Jennie C. Jones: Amplitude
Sikkema Jenkins & Co., 530 West 22 Street
September 8 – October 8, 2016
Jennie C. Jones’ work exposes the connections between conceptual and avant-gardeAfrican American music and the cultural, political, and historical ideas surrounding Minimalism and Abstraction. Jones brings to light the unlikely alliances that emerged between the visual arts and the imprint of music, highlighting the way they became and continue to exist as tangible markers of social evolution and political strivings.
Jones’ distinctive “acoustic paintings,” constructed from industrial sound absorbing panels, suggest both the aural and physical dynamics of listening. The works presented in Amplitude more overtly examine the contrast of silence and noise within “the gesture of sound.” These painterly gestures recall visual representations of sound waves and tone bursts.
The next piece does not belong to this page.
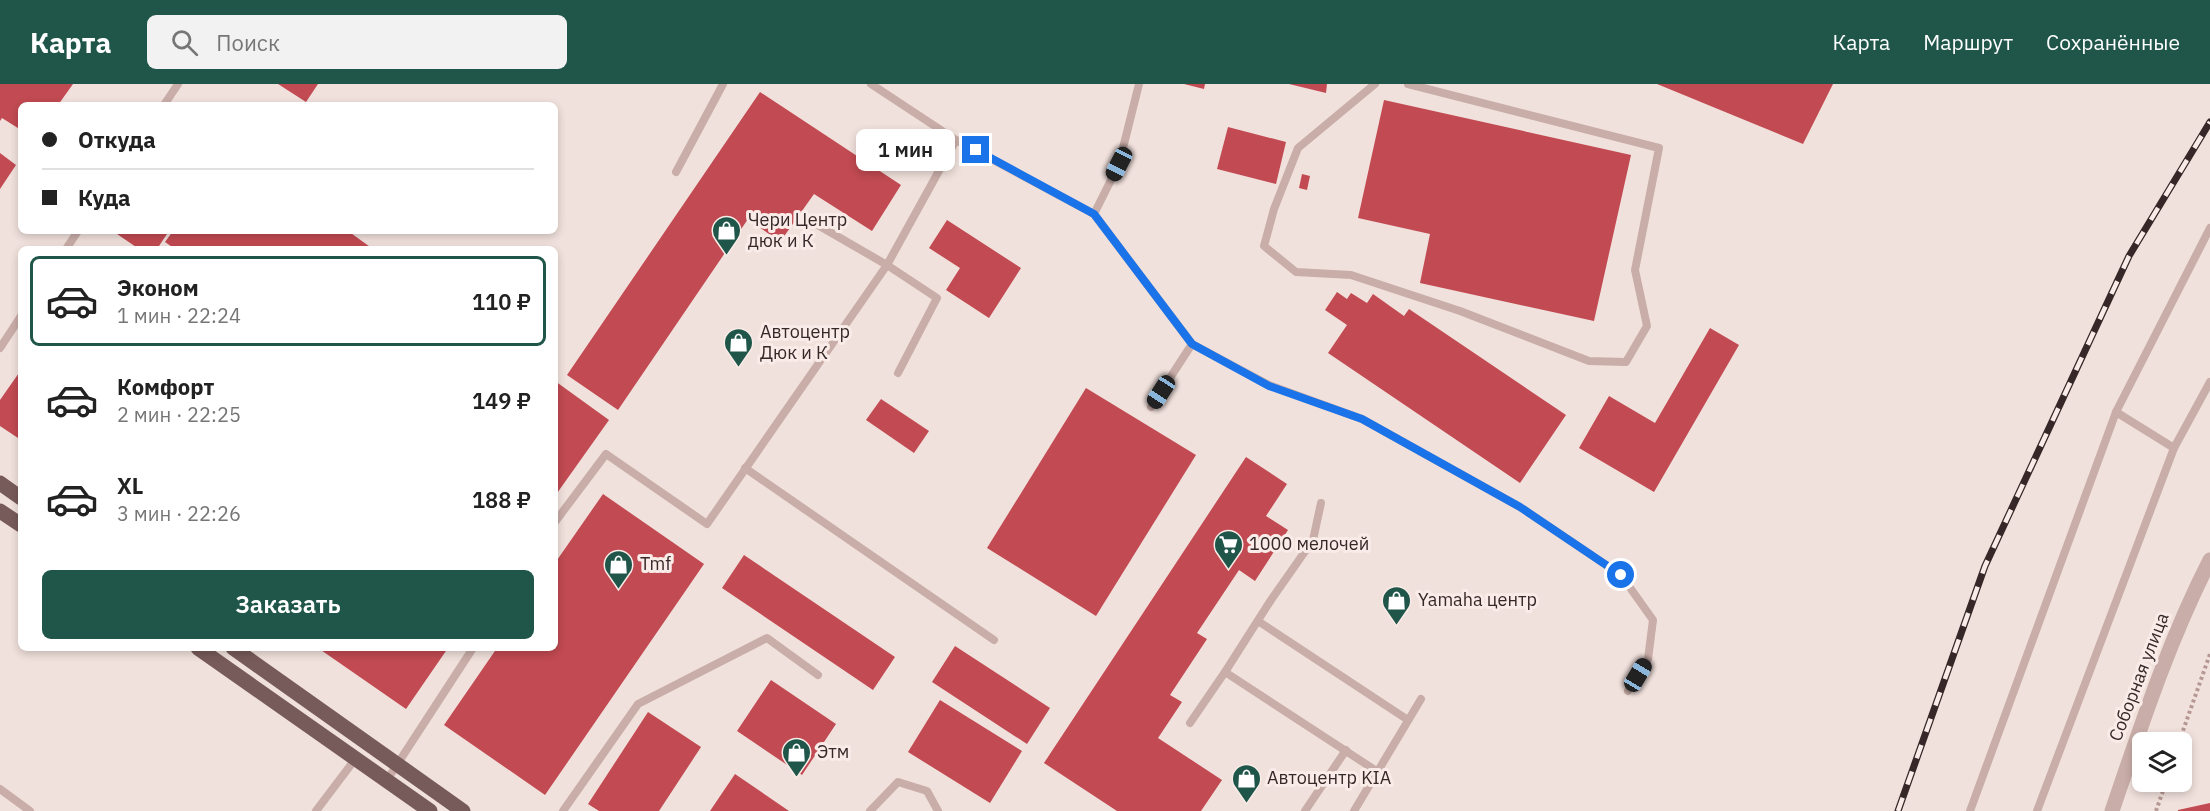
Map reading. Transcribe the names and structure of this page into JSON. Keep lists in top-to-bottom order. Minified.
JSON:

Amplitude emphasizes new risks in the artist’s typically rather restrained hand and nods towards a new loudness in her voice and interest in the audible.
Alex Prager: La Grande Sortie
Lehmann Maupin, 201 Chrystie Street
September 7 – October 23, 2016
This exhibition will feature Prager’s new film, La Grande Sortie, in its US premiere, along with a new series of photographs shot on location during the film’s production in Paris. In this body of work, the viewer is confronted with the dual perspectives of performer and audience and asked to consider the underlying tension inherent in this relationship. The opening reception on Wednesday, September 7, will feature live ballet solos at6:30PM and 7:30PM. These performances, featuring original choreography to Bohuslav Martinů’s “Film en Miniature,” set amid the attendees and Prager’s artwork, further underscore the artist’s curatorial approach, which conflates the traditional roles of viewer and performer.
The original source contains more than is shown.